**Problem to solve**: Reproduce exactly the lines of the material beneath, from the line that contains "M894,209L889,102L894,0" to the line that contains "M144,1290L193,1305", both included, and no other lines.

**Supplied information**:
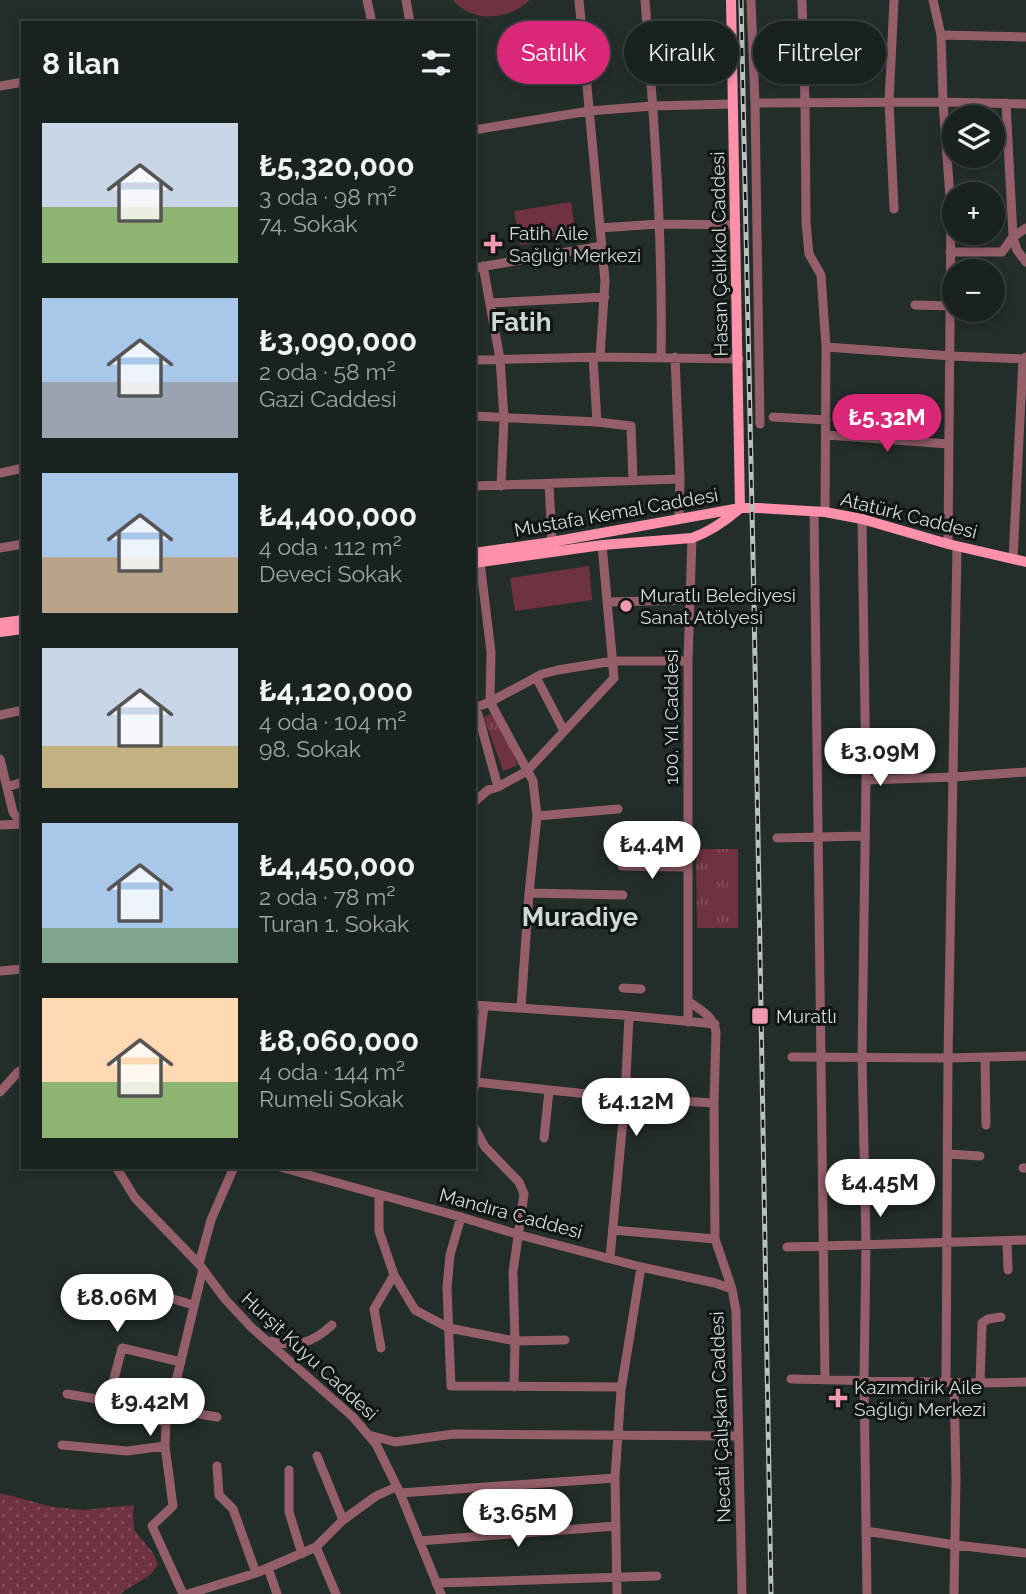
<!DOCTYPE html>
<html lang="tr">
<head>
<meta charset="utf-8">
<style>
  :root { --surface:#1a2220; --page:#272f2d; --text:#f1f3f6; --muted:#9fa4a5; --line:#383f3e; --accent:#db2777 }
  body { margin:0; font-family:Raleway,sans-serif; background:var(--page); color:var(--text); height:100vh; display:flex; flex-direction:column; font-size:26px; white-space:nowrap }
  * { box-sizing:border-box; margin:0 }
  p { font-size:23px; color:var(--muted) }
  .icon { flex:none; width:38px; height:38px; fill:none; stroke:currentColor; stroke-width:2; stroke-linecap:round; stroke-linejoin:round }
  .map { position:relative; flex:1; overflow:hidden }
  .drawer { position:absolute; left:21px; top:21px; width:455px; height:1148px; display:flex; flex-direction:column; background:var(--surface); border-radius:0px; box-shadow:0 4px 10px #0003,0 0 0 2px var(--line) }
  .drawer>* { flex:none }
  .guide { position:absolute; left:497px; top:21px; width:424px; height:63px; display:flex; gap:14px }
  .buttons { position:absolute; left:942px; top:105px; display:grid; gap:14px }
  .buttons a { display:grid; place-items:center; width:63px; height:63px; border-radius:50%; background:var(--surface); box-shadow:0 4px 10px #0003,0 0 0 2px var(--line); font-size:35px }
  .price { position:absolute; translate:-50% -60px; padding:0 16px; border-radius:24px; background:#fff; color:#222; font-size:23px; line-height:46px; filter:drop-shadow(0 2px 4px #0008) }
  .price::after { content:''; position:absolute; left:50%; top:42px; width:21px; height:16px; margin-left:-10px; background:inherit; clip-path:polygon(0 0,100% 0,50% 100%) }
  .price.current { background:var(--accent); color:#fff }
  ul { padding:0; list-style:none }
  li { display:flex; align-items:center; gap:21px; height:175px; padding:0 21px }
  li span { display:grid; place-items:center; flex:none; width:196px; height:140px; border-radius:0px; color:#555 }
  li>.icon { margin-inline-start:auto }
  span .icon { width:84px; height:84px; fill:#fffc; stroke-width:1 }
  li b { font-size:30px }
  h2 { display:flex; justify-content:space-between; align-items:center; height:84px; padding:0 21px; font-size:30px }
  .tag { padding:0 24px; border-radius:32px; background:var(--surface); box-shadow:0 4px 10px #0003,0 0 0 2px var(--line); font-size:24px; line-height:63px }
  .tag.current { background:var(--accent); color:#fff }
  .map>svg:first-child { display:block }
  .grass { fill:url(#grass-dots) }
  .park { fill:url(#park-tufts) }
  .pitch { fill:#6f3241 }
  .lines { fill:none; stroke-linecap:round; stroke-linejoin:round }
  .minor { stroke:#955f6a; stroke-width:9 }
  .major { stroke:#ff91ab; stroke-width:10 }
  .rail-casing { stroke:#bac0be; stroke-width:5 }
  .rail { stroke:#101413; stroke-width:2.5; stroke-dasharray:8; stroke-linecap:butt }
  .poi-dot { fill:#f29aad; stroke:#101413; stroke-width:2.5 }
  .labels { text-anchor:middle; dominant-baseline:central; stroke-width:6; stroke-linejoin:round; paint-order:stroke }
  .poi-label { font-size:19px; fill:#d4dad8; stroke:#101413; text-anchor:start }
  .street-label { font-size:19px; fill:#d4dad8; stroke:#101413 }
  .district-label { font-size:26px; font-weight:bold; fill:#ccd8d5; stroke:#101413 }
</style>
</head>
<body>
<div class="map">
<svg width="1026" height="1594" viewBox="0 0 1026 1594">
  <defs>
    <pattern id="grass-dots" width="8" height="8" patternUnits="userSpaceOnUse" patternTransform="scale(1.75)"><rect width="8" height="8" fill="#6f3241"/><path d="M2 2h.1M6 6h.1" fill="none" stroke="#834f5c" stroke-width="1.8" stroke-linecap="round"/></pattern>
    <pattern id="park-tufts" width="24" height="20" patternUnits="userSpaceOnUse" patternTransform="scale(1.75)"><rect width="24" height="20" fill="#6f3241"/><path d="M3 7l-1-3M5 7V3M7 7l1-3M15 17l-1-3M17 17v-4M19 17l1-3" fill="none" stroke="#834f5c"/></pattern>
  </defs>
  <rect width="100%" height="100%" fill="#232d2a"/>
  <!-- grass -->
  <path class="grass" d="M0,1493L53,1507L83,1510L134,1505L133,1514L134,1530L153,1553L158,1565L151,1574L120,1594H0Z"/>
  <!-- park -->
  <path class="park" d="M574,48L579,75L557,79L553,53Z
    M494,713L518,765L503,771L484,717Z
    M696,849H738V928H697Z"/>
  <!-- pitch -->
  <path class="pitch" d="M453,0H530C509,20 473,24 453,0Z
    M547,62L550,79L519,85L516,68Z
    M571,202L576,237L520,245L514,211Z
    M589,566L592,600L515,611L510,578Z"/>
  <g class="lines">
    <!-- minor -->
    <path class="minor" d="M367,0L372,23
      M406,0L410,23
      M579,0L605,281L600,357
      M645,0C654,119 663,238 661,357
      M751,0L755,103L760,424
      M802,0L805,102L806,223L809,254L821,275L826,347L825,512
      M933,0L941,35L943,102L951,211L948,544
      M941,35L1026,37
      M0,86L23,82
      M755,103L943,102L1026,104
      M1006,103L1013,237L1017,250L1026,262
      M474,130L589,111L653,106L733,104
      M894,209L889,102L894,0
      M600,228L659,224L736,225
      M950,252H1002L1013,237L1026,228
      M483,266L500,359L504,418L501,486
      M474,268L602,246
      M490,303L605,297
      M915,305L951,306
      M826,347L951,356L1023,359L1026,357
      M593,357L597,422
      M675,357L680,479L679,519
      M474,360L600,357L739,359
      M474,416L597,422L631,426L633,481
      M773,417L826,420
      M826,435L949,444
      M0,473L23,468
      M549,484L552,542
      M474,486L680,479
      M814,512L825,1379
      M862,519L866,780L862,1057L866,1245L864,1380L867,1594
      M0,548L23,544
      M1013,559L1023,359
      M480,562L491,652L490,702L533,781L537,816L529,893L521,1008
      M608,602L689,600
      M536,677L564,731
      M476,707L498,787
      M474,708L490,702L542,674L558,670L613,661H688
      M0,715L23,710
      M0,759L13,812L23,826
      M866,780L954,777L1026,772
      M7,787L23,782
      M474,802L488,790L498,787L527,771L614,678L602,545
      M537,816L618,809
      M0,825L21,824
      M777,838L864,836
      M622,866L682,867
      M529,893L623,895
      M0,971L23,969
      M623,988L641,989
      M689,1002C701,1010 714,1017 716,1032L714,1103L715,1239L732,1289L736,1311L742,1594
      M474,1005L622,1015L715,1024
      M688,1022V661L692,538
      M792,1057L948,1058L1026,1056
      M985,1057L986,1125
      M476,1082L625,1098L714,1103
      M474,1090L484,1006
      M0,1092L18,1072L23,1069
      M474,1127L485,1147L519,1182L524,1194L513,1272L515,1341L514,1387
      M544,1138L549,1091
      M949,1154L980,1156
      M116,1167L135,1198L199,1264L225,1299L251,1327L353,1417L376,1444L400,1493L441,1594
      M280,1167L461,1217L520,1235L641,1267L715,1283L732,1289
      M1023,1168H1026
      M379,1195V1231L394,1275L415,1310L449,1328L515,1341L565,1340
      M461,1217L450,1255L447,1288L451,1386L621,1387
      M613,1230L715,1239
      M1007,1241L1008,1270
      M787,1247L1026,1240
      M610,1258L625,1098L629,1016
      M199,1264L211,1220L234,1167
      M144,1290L193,1305
      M271,1341C295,1348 313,1343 332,1325
      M381,1348L374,1309L394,1275
      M791,1379L980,1383L1026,1382
      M946,1382L948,1058L957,546
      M954,1383L956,1480L954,1594
      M980,1383L982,1323L988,1319L1001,1317
      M67,1394L103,1400L166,1423
      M108,1402L122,1348L181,1362
      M169,1409L217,1417
      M369,1435L395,1442L454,1434L738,1436
      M62,1445L127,1451L165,1446
      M317,1456L343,1520
      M217,1466L219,1495L233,1509L256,1573
      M289,1470V1512L302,1554
      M400,1493L615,1478
      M866,1531L955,1545L1026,1553
      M419,1541L616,1526
      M316,1547L336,1594
      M268,1568L277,1594
      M436,1583L657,1576
      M183,1594L152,1526L173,1506L165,1446L166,1423L203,1269
      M188,1594L256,1573L316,1547L343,1520L376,1496L396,1487
      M617,1594L615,1478L621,1390L641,1267"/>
    <!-- major -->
    <path class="major" d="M731,0L740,508
      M474,553L552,542L740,508H758L825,512L862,519L948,544L1026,562
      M474,563L602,545L692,538C709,532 724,522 738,510
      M0,623L23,620
      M0,632L23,629"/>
    <defs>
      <path id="rail" d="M741,0L754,604L771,1594"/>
    </defs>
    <!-- rail casing -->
    <use href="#rail" class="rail-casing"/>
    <!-- rail -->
    <use href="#rail" class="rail"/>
  </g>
  <!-- markers -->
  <g class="poi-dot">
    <path d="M489.5 233.5h7v7h7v7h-7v7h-7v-7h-7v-7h7z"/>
    <circle cx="626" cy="606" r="7"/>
    <rect x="751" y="1007" width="18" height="18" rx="3.5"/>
    <path d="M834.5 1387.5h7v7h7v7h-7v7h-7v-7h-7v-7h7z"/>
  </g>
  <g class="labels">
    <!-- poi labels -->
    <g class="poi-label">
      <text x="509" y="233">Fatih Aile<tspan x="509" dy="22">Sağlığı Merkezi</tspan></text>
      <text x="640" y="595">Muratlı Belediyesi<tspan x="640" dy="22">Sanat Atölyesi</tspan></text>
      <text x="776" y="1016">Muratlı</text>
      <text x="854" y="1387">Kazımdirik Aile<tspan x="854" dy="22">Sağlığı Merkezi</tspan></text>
    </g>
    <!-- street labels -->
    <g class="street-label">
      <text transform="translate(719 254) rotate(-91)">Hasan Çelikkol Caddesi</text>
      <text transform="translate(616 512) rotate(-10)">Mustafa Kemal Caddesi</text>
      <text transform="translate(909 515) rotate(14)">Atatürk Caddesi</text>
      <text transform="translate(671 717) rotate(-90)">100. Yıl Caddesi</text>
      <text transform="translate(511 1213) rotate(15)">Mandıra Caddesi</text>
      <text transform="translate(310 1356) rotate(43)">Hurşit Kuyu Caddesi</text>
      <text transform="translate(720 1417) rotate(-92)">Necati Çalışkan Caddesi</text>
    </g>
    <!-- district labels -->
    <g class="district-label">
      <text x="521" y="322">Fatih</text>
      <text x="580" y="917">Muradiye</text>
    </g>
  </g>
</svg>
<div class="buttons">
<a><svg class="icon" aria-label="layers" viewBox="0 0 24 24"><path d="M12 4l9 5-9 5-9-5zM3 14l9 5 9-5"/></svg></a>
<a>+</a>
<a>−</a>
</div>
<b class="price current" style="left:887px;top:454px">₺5.32M</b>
<b class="price" style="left:880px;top:788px">₺3.09M</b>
<b class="price" style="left:652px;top:881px">₺4.4M</b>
<b class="price" style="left:636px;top:1138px">₺4.12M</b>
<b class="price" style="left:880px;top:1219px">₺4.45M</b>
<b class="price" style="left:117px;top:1334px">₺8.06M</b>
<b class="price" style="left:150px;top:1438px">₺9.42M</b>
<b class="price" style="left:518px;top:1549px">₺3.65M</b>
<div class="guide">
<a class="tag current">Satılık</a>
<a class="tag">Kiralık</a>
<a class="tag">Filtreler</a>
</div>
<section class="drawer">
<h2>8 ilan<svg class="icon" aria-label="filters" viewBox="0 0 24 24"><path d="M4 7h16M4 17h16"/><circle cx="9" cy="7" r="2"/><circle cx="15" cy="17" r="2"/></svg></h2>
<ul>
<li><span style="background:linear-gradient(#c9d6e8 60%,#8fb573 0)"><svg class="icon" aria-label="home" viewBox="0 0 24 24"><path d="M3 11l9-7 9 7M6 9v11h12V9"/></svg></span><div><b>₺5,320,000</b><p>3 oda · 98 m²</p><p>74. Sokak</p></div></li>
<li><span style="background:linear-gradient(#a9c7e8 60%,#9aa5b1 0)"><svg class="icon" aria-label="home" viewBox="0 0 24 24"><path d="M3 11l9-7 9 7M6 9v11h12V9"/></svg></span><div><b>₺3,090,000</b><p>2 oda · 58 m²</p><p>Gazi Caddesi</p></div></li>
<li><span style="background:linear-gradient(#a9c7e8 60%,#b9a48a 0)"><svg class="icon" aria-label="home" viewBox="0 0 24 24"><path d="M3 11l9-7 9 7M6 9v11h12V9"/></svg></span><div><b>₺4,400,000</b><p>4 oda · 112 m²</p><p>Deveci Sokak</p></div></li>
<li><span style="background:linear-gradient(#c9d6e8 70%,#c2b280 0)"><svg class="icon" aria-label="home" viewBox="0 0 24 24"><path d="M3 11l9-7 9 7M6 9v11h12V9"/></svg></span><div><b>₺4,120,000</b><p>4 oda · 104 m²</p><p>98. Sokak</p></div></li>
<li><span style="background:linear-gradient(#a9c7e8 75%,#7fa58c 0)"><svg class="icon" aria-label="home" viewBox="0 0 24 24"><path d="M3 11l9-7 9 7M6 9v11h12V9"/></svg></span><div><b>₺4,450,000</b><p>2 oda · 78 m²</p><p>Turan 1. Sokak</p></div></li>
<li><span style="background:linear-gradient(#ffd9b3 60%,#8fb573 0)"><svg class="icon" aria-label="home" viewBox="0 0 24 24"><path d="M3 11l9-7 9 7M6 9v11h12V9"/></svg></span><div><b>₺8,060,000</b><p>4 oda · 144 m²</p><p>Rumeli Sokak</p></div></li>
</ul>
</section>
</div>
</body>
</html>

**The completed task**:
      M894,209L889,102L894,0
      M600,228L659,224L736,225
      M950,252H1002L1013,237L1026,228
      M483,266L500,359L504,418L501,486
      M474,268L602,246
      M490,303L605,297
      M915,305L951,306
      M826,347L951,356L1023,359L1026,357
      M593,357L597,422
      M675,357L680,479L679,519
      M474,360L600,357L739,359
      M474,416L597,422L631,426L633,481
      M773,417L826,420
      M826,435L949,444
      M0,473L23,468
      M549,484L552,542
      M474,486L680,479
      M814,512L825,1379
      M862,519L866,780L862,1057L866,1245L864,1380L867,1594
      M0,548L23,544
      M1013,559L1023,359
      M480,562L491,652L490,702L533,781L537,816L529,893L521,1008
      M608,602L689,600
      M536,677L564,731
      M476,707L498,787
      M474,708L490,702L542,674L558,670L613,661H688
      M0,715L23,710
      M0,759L13,812L23,826
      M866,780L954,777L1026,772
      M7,787L23,782
      M474,802L488,790L498,787L527,771L614,678L602,545
      M537,816L618,809
      M0,825L21,824
      M777,838L864,836
      M622,866L682,867
      M529,893L623,895
      M0,971L23,969
      M623,988L641,989
      M689,1002C701,1010 714,1017 716,1032L714,1103L715,1239L732,1289L736,1311L742,1594
      M474,1005L622,1015L715,1024
      M688,1022V661L692,538
      M792,1057L948,1058L1026,1056
      M985,1057L986,1125
      M476,1082L625,1098L714,1103
      M474,1090L484,1006
      M0,1092L18,1072L23,1069
      M474,1127L485,1147L519,1182L524,1194L513,1272L515,1341L514,1387
      M544,1138L549,1091
      M949,1154L980,1156
      M116,1167L135,1198L199,1264L225,1299L251,1327L353,1417L376,1444L400,1493L441,1594
      M280,1167L461,1217L520,1235L641,1267L715,1283L732,1289
      M1023,1168H1026
      M379,1195V1231L394,1275L415,1310L449,1328L515,1341L565,1340
      M461,1217L450,1255L447,1288L451,1386L621,1387
      M613,1230L715,1239
      M1007,1241L1008,1270
      M787,1247L1026,1240
      M610,1258L625,1098L629,1016
      M199,1264L211,1220L234,1167
      M144,1290L193,1305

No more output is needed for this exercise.